Quand on parle d’expérience utilisateur, on parle de l’expérience de tous les utilisateurs. Y compris, et il ne faut pas les oublier, les utilisateurs avec des handicaps, visuels ou autres. De lecture automatique en attribut ARIA, bienvenue dans le monde de l’accessibilité !

#1 Accessibi..quoi ?

L’accessibilité, et son numéronyme associé a11y (pour « a[ccessibilit]y »), dans le monde de la tech, c’est un ensemble de règles pour rendre les interactions plus inclusives pour un maximum de personnes. Le but final étant que tout à chacun puisse naviguer librement et sans contraintes sur le web. Tout au long de l’article, on va beaucoup parler du web, car ce sont les normes les plus répandues et les plus faciles à mettre en place, mais gardez à l’esprit que des solutions existent dans beaucoup de systèmes.

Accessibilité, ou a11y

Le sujet est, malheureusement, trop peu abordé. C’est encore aujourd’hui un sujet marginal, et pourtant la WAI (Web Accessibility Initiative, créée par le W3C)  a été initiée en 1997,soit (à l’heure de rédaction de cet article) depuis bientôt un quart de siècle. Celle-ci vise à établir des recommandations et des solutions techniques pour améliorer l’accessibilité. Et en plus d’être possible, cela fait partie des droits internationaux de l’homme à l’ONU depuis 2008, et c’est un devoir dans certains pays, notamment via la loi accessibilité numérique en France.
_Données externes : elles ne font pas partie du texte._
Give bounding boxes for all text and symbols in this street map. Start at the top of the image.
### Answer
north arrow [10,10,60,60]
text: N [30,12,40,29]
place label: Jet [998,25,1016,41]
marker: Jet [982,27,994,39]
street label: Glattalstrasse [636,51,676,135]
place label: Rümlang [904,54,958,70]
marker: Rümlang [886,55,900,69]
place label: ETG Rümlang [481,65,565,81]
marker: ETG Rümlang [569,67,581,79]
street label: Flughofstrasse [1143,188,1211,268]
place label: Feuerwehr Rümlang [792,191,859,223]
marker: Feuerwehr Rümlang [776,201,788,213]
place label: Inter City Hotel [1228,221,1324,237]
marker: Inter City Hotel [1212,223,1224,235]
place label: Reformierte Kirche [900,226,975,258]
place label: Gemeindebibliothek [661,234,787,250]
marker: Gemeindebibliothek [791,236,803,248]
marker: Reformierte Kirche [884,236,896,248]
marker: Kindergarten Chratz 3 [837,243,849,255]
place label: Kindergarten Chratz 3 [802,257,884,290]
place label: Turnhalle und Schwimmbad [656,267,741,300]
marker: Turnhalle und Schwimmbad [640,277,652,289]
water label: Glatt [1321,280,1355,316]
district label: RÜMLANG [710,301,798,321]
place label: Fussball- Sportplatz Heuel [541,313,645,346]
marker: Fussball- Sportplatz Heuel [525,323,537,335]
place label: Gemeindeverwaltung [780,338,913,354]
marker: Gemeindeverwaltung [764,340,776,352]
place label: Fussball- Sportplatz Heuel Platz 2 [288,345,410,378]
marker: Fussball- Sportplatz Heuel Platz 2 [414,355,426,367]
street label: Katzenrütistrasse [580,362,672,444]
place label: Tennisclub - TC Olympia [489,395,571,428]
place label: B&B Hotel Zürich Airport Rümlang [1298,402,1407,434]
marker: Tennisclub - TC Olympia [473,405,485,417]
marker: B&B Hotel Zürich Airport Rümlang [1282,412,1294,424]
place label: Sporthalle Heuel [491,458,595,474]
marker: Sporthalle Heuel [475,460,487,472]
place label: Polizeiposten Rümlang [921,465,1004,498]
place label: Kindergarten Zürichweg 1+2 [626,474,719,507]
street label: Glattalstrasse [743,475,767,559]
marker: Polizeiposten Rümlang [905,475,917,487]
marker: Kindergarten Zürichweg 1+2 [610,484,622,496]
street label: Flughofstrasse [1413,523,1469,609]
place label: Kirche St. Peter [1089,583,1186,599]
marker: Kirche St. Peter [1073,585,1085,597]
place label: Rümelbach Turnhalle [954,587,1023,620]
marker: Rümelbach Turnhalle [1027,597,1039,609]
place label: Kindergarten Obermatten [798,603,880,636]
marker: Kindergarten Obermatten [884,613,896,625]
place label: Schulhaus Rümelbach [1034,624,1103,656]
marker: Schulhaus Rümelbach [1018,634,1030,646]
Au final, l’accessibilité est déjà présente dans nos vies, sans qu’on y prête forcément attention. Un exemple ? Si vous êtes sur ordinateur, baissez les yeux sur votre clavier : il est fort probable que les lettres f et j portent des petits picots pour les distinguer des autres, pour que les personnes malvoyantes sachent où placer leur main à partir de ces deux repères.
Pour aller plus loin, je conseille aux anglophiles le site a11y.coffee, qui reprend et approfondi la plupart des sujets que nous allons traiter.

#2 Web & handicap visuel

Actuellement dans le monde du numérique, l’interface majeure à laquelle est confronté l’utilisateur sont les écrans. Ce qui veut dire que la famille de handicaps qui connait le plus de barrières, et qui demande donc le plus d’attention (dans ce domaine), ce sont les handicaps visuels. On parle aussi bien d’acuité visuelle que de perceptions des couleurs et des contrastes. Nativement la plupart des ordinateurs offrent un mode d’accessibilité, incluant un mode à fort contraste ou encore un lecteur automatique. Cependant, pour fonctionner, il faut que les applications aient intégré quelques règles dans leur code. Regardons ensemble quelques techniques à mettre en place !

web pour tous

Contraste

En parlant de contraste, c’est l’un des premiers sujets qui permet d’améliorer l’accessibilité d’un site. En effet, les couleurs que vous utilisez sont peut-être difficilement visibles / distinguables pour certaines personnes. Le choix de la palette de votre produit, c’est déjà de l’a11y. De nombreux sites de colorimétrie vous propose un ratio de contraste pour vérifier cela, mais je vous conseille Who Can Use, qui liste plusieurs déficiences visuelles et comment elles sont impactées par vos choix, et vous donnant un résultat (succès ou échec) par rapport aux WCAG (Web Content Accessibility Guidelines, écrites par la WAI dont nous avons parlé en introduction).

Sémantique

Grâce aux évolutions modernes du CSS et des frameworks comme Angular et React, il est presque possible d’écrire toute une application web avec la balise HTML div. Pourtant, le HTML comprend des dizaines et des dizaines de balises ! Pourquoi s’embêter alors si une seule suffit ? Parce qu’en plus d’un support natif (avec les liens <a> par exemple), les balises ont une sémantique (elles ont un sens précis). Une section n’est pas une navbar, qui n’est pas un article, ni une figure… Et les moteurs de lectures à voix haute, ainsi que la navigation au clavier, se basent sur cette structure sémantique pour identifier les éléments d’importances, les blocs, et leur rôles. Je ne dis pas qu’il faut utiliser toutes les balises dans chaque projet, mais éviter d’utiliser une div « par défaut » est déjà un progrès. Faites le test sur n’importe quel site : sélectionnez un élément avec votre souris (par exemple, un champs de formulaire), et appuyer successivement sur la touche tabulation de votre clavier. Si le curseur de sélection se déplace comme vous vous y attendiez, la sémantique est bonne. Sinon, il faut probablement revoir la structure !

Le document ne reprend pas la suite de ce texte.